==== Information ====

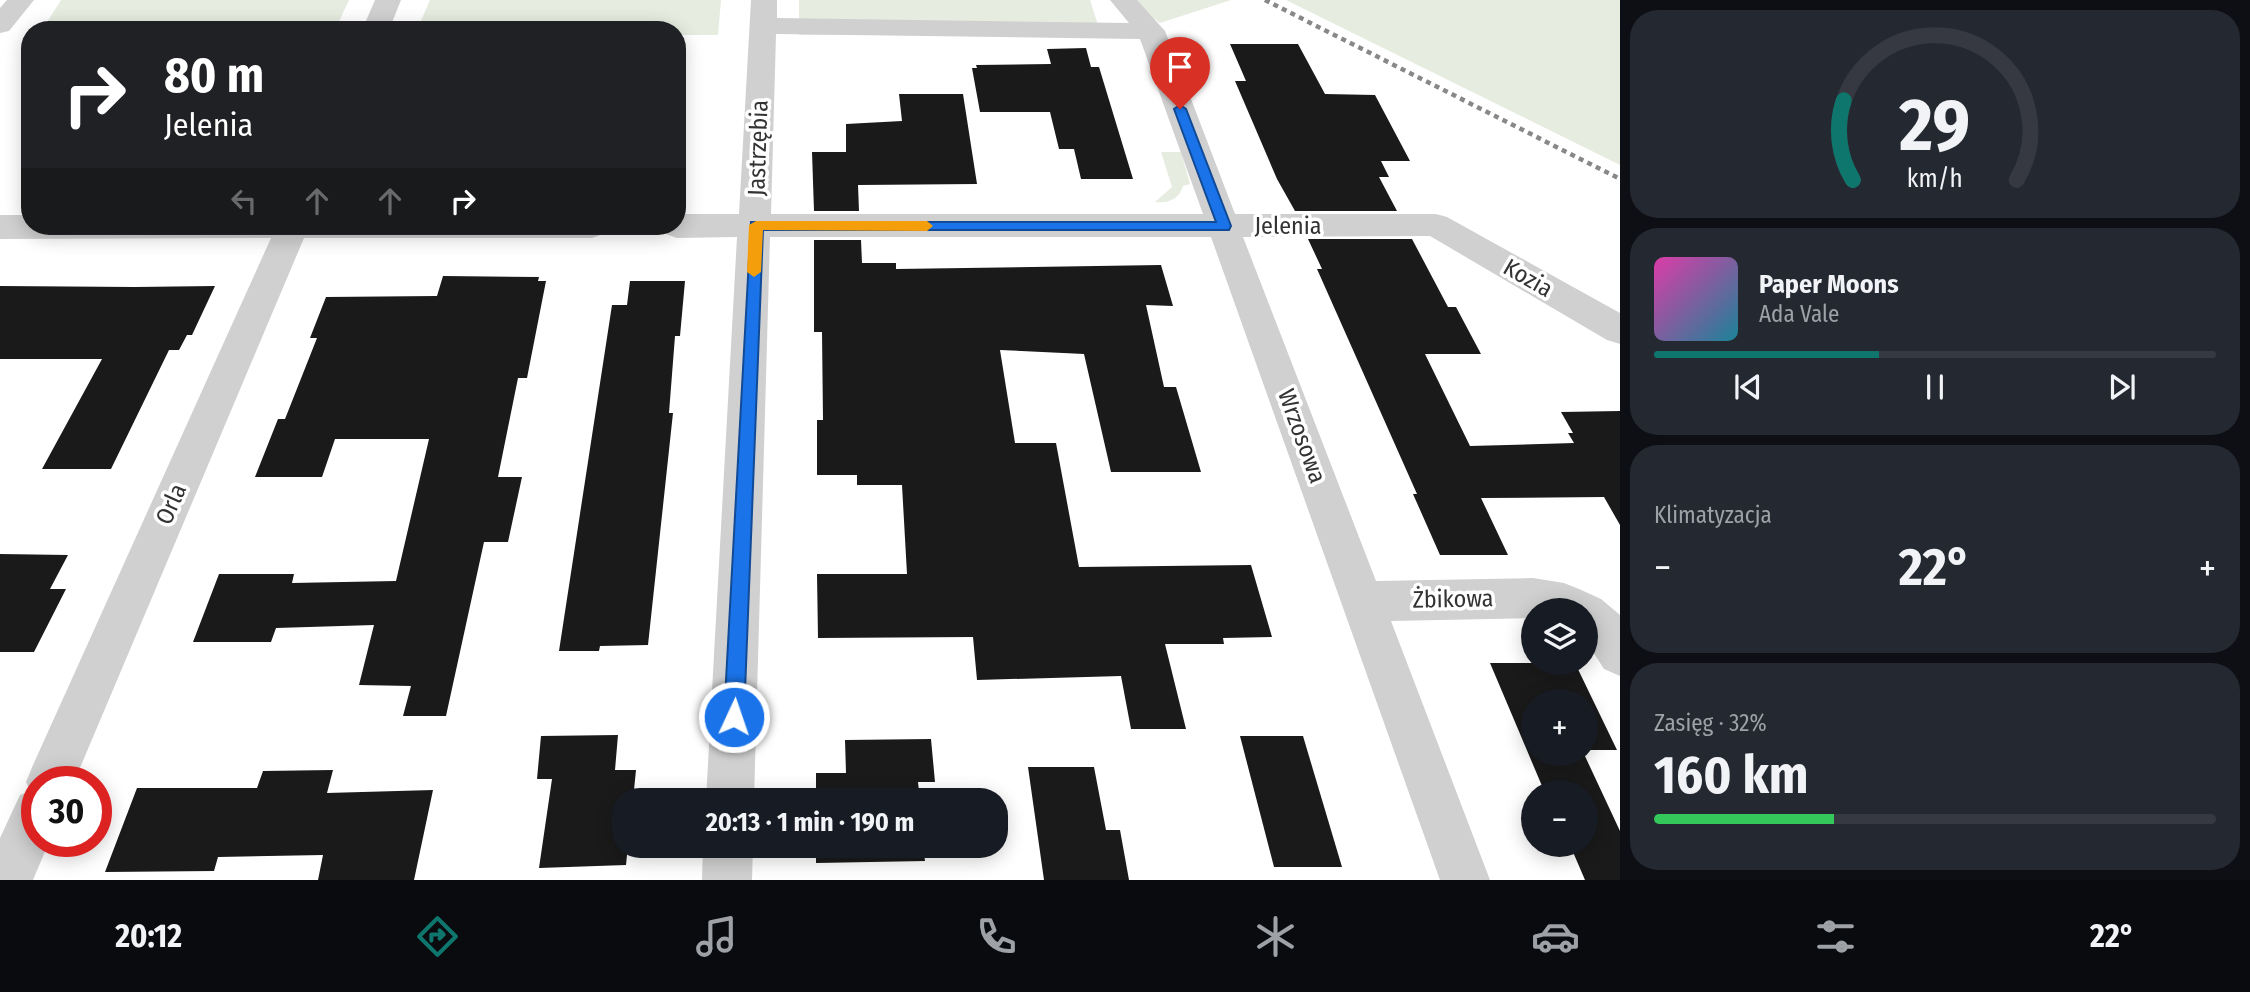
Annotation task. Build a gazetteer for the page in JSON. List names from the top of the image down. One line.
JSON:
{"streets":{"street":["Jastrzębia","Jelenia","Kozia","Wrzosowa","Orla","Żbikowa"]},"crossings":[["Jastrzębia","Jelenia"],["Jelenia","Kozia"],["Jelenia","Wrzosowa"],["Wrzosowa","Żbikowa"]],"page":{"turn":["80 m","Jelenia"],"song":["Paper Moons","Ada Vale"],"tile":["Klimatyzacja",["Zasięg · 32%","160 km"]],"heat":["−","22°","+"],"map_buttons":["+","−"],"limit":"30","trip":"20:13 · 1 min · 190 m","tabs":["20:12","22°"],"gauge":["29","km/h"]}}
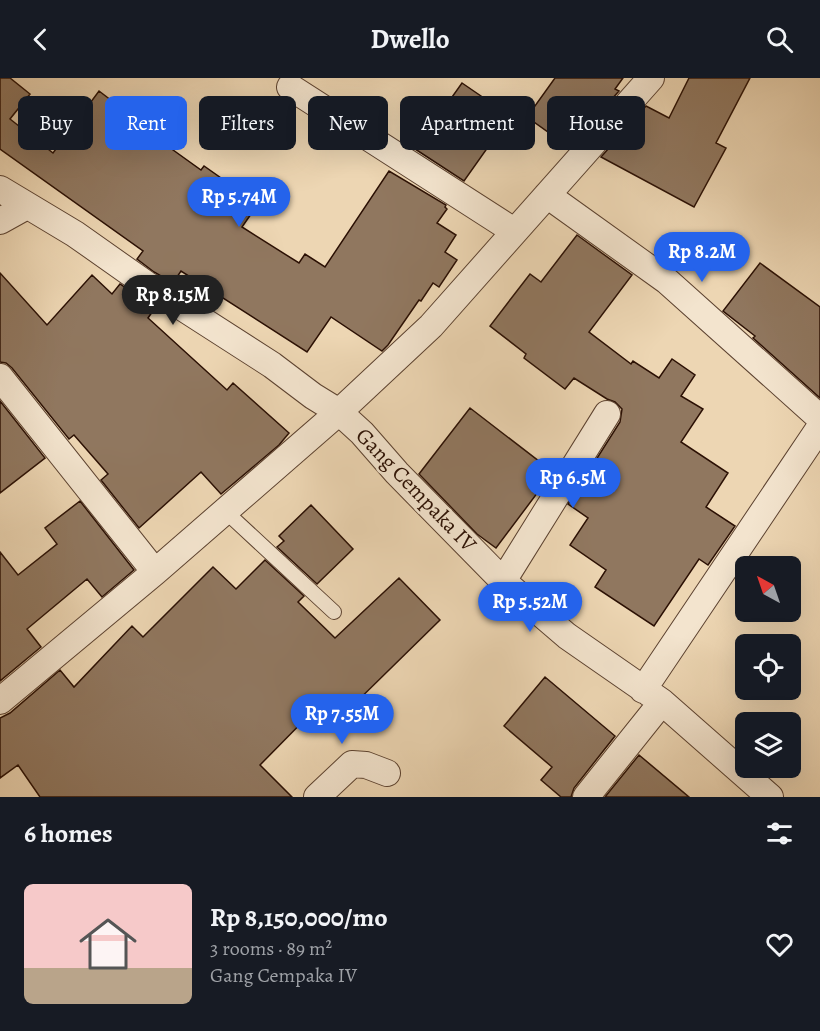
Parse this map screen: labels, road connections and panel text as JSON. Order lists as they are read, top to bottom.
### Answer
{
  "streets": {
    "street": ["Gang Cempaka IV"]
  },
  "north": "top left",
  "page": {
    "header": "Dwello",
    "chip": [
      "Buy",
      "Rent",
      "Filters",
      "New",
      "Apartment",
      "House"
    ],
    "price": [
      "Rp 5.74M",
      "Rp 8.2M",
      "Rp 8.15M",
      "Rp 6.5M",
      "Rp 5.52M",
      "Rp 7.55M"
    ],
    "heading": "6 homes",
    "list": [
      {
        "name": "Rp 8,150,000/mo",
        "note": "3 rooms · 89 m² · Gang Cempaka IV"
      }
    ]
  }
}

====

▶ **Work to complete**: Start with the first line of the records above and end with the line containing "Parse this map". Output those lines exactly, pictures excluded.

▶ **Solution for this task**:
Annotation task. Build a gazetteer for the page in JSON. List names from the top of the image down. One line.
JSON:
{"streets":{"street":["Jastrzębia","Jelenia","Kozia","Wrzosowa","Orla","Żbikowa"]},"crossings":[["Jastrzębia","Jelenia"],["Jelenia","Kozia"],["Jelenia","Wrzosowa"],["Wrzosowa","Żbikowa"]],"page":{"turn":["80 m","Jelenia"],"song":["Paper Moons","Ada Vale"],"tile":["Klimatyzacja",["Zasięg · 32%","160 km"]],"heat":["−","22°","+"],"map_buttons":["+","−"],"limit":"30","trip":"20:13 · 1 min · 190 m","tabs":["20:12","22°"],"gauge":["29","km/h"]}}
Parse this map screen: labels, road connections and panel text as JSON. Order lists as they are read, top to bottom.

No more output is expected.